Lavey
- County:: Cavan
- Colours:: Black and White
- Grounds:: Lavey GAA Grounds, New Inn

Playing kits
| Standard colours |

Senior Club Championships
|  | All Ireland | Ulster champions | Cavan champions |
| Football: | 0 | 0 | 1 |

= Lavey GFC (Cavan) =

Cavan-based Gaelic games club

Lavey are a Gaelic football club from County Cavan in Ireland.
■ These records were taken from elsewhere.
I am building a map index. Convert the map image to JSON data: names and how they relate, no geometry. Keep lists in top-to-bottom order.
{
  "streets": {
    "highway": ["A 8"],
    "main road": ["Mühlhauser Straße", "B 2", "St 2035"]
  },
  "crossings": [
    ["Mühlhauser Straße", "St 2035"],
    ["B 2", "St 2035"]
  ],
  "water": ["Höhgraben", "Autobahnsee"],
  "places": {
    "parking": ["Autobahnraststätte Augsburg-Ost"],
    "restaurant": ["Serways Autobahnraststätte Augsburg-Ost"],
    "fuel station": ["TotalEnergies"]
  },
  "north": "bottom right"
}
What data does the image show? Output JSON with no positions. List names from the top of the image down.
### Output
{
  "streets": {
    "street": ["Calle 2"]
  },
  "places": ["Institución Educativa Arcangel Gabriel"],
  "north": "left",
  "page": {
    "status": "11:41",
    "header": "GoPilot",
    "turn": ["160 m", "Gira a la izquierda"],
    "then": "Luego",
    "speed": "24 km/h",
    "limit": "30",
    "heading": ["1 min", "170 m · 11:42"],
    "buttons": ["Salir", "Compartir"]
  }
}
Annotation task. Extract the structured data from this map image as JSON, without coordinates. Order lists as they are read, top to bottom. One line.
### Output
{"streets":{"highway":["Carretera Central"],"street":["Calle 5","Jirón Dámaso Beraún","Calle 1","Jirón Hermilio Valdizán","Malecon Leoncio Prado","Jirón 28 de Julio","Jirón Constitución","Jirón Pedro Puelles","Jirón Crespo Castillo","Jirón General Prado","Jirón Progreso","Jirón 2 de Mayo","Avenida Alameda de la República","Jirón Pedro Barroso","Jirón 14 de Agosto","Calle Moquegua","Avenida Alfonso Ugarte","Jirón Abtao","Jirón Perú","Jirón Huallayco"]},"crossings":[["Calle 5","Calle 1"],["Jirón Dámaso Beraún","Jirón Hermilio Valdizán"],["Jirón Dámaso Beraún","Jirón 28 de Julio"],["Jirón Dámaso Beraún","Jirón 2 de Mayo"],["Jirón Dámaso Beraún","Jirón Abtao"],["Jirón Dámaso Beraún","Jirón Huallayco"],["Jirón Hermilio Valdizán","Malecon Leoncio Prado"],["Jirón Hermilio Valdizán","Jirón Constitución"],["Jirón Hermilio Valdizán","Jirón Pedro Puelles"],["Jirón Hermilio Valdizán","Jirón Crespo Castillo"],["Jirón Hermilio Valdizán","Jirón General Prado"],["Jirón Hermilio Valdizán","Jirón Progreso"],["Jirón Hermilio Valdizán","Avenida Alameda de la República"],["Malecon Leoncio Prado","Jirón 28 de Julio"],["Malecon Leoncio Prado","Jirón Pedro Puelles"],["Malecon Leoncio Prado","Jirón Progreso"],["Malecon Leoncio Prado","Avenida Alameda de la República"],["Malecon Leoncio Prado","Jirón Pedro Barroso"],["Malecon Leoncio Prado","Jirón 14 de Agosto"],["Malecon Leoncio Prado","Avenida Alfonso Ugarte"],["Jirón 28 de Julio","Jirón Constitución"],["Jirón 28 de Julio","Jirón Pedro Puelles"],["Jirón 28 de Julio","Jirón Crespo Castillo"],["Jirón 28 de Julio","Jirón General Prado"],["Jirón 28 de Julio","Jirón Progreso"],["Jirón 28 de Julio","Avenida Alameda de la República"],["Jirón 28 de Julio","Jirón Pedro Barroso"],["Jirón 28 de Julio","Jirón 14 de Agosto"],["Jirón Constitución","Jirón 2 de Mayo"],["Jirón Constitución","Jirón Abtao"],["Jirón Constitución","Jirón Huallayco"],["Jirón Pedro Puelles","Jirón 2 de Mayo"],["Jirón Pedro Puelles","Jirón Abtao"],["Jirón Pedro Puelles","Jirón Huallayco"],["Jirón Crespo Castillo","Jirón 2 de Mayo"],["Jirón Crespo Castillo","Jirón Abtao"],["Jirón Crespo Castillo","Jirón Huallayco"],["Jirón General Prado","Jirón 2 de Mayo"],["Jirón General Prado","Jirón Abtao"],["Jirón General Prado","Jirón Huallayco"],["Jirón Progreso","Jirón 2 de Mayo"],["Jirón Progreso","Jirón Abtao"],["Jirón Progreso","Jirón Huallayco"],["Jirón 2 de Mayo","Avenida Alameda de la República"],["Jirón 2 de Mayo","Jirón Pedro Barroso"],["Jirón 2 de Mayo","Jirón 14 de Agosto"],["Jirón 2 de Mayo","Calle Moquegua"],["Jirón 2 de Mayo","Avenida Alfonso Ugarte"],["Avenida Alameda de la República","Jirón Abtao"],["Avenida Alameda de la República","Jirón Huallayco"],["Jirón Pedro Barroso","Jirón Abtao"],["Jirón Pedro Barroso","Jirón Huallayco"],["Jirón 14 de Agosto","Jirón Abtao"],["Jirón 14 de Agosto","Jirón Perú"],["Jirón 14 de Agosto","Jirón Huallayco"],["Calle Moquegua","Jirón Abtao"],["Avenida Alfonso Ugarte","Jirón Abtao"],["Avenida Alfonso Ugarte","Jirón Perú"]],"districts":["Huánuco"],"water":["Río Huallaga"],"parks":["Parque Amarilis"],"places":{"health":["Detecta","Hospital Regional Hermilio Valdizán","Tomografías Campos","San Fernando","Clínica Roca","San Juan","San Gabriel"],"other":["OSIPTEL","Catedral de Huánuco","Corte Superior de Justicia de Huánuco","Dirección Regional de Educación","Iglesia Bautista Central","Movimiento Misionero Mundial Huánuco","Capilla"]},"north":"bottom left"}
They are affiliated with Cavan GAA. The parish of Lavey (formerly also transcribed as "Lavay" or "Lowey"; from the Gaelic "Leamhach", a place producing elm trees") is in the barony of Upper Loughtee, County Cavan, between Stradone and Ballyjamesduff, near Virginia.

==History==
Lavey won the Cavan Junior Football Championship for the very first time in 1950, but the final wasn't played until 1951. Later the same year, the club won the Cavan Senior Football Championship for the only time in the club's history.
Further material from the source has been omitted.